Charlie Gard: Parents ask judge to 'give him a chance'

A couple who want to take their sick baby to a US hospital for treatment have asked a High Court judge to "please give him a chance".

A decision over whether to turn off Charlie Gard's life support machines is being considered by the judge.

Doctors say the eight-month-old, who suffers from a rare genetic condition and has brain damage, should move to a palliative care regime.

Connie Yates and Chris Gard disagree and want to take him to the US.

Mr Gard said: "My son is the apple of my eye and I would do anything for him and I want to give him a chance.

"It doesn't mean he should have to die because he will not be like another little boy running around."
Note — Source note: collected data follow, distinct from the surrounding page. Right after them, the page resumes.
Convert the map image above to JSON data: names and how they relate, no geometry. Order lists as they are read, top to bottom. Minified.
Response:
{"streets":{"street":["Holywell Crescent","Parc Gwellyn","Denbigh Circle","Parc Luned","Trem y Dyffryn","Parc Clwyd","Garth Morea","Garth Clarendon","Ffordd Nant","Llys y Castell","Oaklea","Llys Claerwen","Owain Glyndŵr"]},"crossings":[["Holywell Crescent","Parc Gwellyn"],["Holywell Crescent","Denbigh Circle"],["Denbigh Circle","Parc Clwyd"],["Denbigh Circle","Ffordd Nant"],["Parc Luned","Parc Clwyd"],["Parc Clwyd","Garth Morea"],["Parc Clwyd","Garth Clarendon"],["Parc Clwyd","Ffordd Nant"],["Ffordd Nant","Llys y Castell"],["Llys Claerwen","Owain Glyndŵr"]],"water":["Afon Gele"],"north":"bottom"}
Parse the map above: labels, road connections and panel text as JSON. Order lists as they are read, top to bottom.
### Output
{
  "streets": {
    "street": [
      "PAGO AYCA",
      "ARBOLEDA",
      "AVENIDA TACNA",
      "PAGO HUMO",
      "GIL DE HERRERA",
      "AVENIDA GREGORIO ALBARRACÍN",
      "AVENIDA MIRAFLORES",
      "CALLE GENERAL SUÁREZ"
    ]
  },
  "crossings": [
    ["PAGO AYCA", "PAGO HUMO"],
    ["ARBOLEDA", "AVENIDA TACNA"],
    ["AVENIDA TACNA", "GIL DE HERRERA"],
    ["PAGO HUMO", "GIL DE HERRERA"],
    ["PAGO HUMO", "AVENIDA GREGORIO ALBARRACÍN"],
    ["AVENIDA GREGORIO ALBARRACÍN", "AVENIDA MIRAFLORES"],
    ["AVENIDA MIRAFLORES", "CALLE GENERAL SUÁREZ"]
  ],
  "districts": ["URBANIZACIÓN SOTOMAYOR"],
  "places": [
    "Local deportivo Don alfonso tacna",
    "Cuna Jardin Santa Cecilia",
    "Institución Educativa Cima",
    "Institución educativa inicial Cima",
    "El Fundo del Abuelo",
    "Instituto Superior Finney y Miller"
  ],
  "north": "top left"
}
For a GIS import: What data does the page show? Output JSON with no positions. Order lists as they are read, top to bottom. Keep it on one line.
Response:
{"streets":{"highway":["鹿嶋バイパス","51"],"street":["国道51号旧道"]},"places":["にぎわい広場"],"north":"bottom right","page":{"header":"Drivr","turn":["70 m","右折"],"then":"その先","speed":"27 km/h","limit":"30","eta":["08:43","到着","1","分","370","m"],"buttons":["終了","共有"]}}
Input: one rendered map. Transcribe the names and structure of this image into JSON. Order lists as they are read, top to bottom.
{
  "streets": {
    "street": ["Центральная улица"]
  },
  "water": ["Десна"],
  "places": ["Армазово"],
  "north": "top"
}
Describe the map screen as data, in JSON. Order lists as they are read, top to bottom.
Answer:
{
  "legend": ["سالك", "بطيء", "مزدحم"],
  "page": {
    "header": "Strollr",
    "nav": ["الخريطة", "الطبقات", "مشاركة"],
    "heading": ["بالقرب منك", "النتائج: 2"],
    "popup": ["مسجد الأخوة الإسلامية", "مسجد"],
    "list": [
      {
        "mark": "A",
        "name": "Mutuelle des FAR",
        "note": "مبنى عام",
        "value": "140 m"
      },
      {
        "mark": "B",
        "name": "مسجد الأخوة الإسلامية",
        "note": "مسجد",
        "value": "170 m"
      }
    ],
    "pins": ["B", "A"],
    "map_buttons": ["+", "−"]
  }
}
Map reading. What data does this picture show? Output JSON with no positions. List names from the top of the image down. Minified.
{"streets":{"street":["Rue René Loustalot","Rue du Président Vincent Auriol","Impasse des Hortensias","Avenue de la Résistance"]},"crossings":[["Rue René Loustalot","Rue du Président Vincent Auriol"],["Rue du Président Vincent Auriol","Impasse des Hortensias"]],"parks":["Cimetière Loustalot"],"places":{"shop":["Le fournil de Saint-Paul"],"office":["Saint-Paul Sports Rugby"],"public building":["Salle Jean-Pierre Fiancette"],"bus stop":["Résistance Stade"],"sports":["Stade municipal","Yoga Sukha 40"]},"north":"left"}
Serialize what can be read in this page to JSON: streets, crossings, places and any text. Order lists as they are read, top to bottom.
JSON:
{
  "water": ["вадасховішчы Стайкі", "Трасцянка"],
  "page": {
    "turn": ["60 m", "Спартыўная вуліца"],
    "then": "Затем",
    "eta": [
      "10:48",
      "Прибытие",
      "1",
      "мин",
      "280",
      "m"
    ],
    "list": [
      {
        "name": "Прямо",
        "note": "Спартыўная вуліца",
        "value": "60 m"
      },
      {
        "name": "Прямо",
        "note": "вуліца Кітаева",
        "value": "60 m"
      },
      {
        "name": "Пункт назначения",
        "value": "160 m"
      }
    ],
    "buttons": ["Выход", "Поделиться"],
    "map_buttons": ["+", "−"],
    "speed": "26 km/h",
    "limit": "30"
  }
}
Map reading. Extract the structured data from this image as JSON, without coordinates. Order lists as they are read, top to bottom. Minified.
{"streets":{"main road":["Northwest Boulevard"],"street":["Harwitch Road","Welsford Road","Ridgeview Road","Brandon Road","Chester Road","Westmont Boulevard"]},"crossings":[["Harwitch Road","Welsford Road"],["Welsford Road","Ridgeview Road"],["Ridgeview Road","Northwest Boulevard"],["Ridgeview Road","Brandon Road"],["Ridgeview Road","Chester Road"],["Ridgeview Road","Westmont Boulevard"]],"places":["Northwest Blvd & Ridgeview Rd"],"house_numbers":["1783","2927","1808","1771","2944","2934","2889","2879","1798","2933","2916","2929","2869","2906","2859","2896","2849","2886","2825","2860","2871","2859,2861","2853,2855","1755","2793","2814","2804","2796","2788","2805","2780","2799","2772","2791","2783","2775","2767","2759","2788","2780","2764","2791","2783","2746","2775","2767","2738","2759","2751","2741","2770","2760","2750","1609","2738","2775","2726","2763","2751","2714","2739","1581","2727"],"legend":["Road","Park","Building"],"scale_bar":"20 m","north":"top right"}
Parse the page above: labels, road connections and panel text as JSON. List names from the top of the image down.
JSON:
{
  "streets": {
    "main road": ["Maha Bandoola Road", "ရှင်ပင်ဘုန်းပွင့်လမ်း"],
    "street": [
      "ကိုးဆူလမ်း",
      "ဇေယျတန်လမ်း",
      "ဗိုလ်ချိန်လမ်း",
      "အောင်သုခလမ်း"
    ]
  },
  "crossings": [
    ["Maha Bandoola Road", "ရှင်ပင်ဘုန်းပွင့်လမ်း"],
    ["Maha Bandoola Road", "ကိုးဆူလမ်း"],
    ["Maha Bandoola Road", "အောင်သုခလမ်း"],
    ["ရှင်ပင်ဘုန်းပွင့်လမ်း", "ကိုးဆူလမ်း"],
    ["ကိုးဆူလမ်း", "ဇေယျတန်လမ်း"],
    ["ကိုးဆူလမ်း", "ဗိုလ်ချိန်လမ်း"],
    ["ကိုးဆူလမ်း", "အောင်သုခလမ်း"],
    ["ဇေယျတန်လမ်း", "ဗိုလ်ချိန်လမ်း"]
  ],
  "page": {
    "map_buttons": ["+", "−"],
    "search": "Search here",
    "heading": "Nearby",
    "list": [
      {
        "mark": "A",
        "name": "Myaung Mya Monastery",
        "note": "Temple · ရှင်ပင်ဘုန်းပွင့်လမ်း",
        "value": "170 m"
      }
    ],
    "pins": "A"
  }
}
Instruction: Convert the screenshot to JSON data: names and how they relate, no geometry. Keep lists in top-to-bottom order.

Miss Yates told the judge: "I don't see the rush to end it now."

She added: "I don't think he is suffering or I wouldn't be here."

Judge Mr Justice Francis is analysing evidence at a hearing which began on Monday.

He has been told Charlie, who was born on 4 August 2016, has a disorder called mitochondrial depletion syndrome which causes progressive muscle weakness.

The judge told the court as the hearing resumed on Wednesday: "I do fully understand that the parents are in an almost impossible situation."

Doctors at London's Great Ormond Street Hospital said the baby receives 24-hour care and should be allowed to die with dignity.

Baby Charlie suffers from an incredibly rare and devastating disease affecting the genetic building blocks which give energy to cells

The Family Division of the High Court has heard how this mutation in the RRM2B gene generally proves fatal in the first year of life, although children can survive for longer on ventilators.

The American doctor who proposes treating Charlie for up to six months has stressed that an experimental drug, called nucleoside therapy, is not a cure.

Such a treatment plan would also require detailed conversations with intensive care specialists about ensuring the baby was medically stable for the long trip to the United States.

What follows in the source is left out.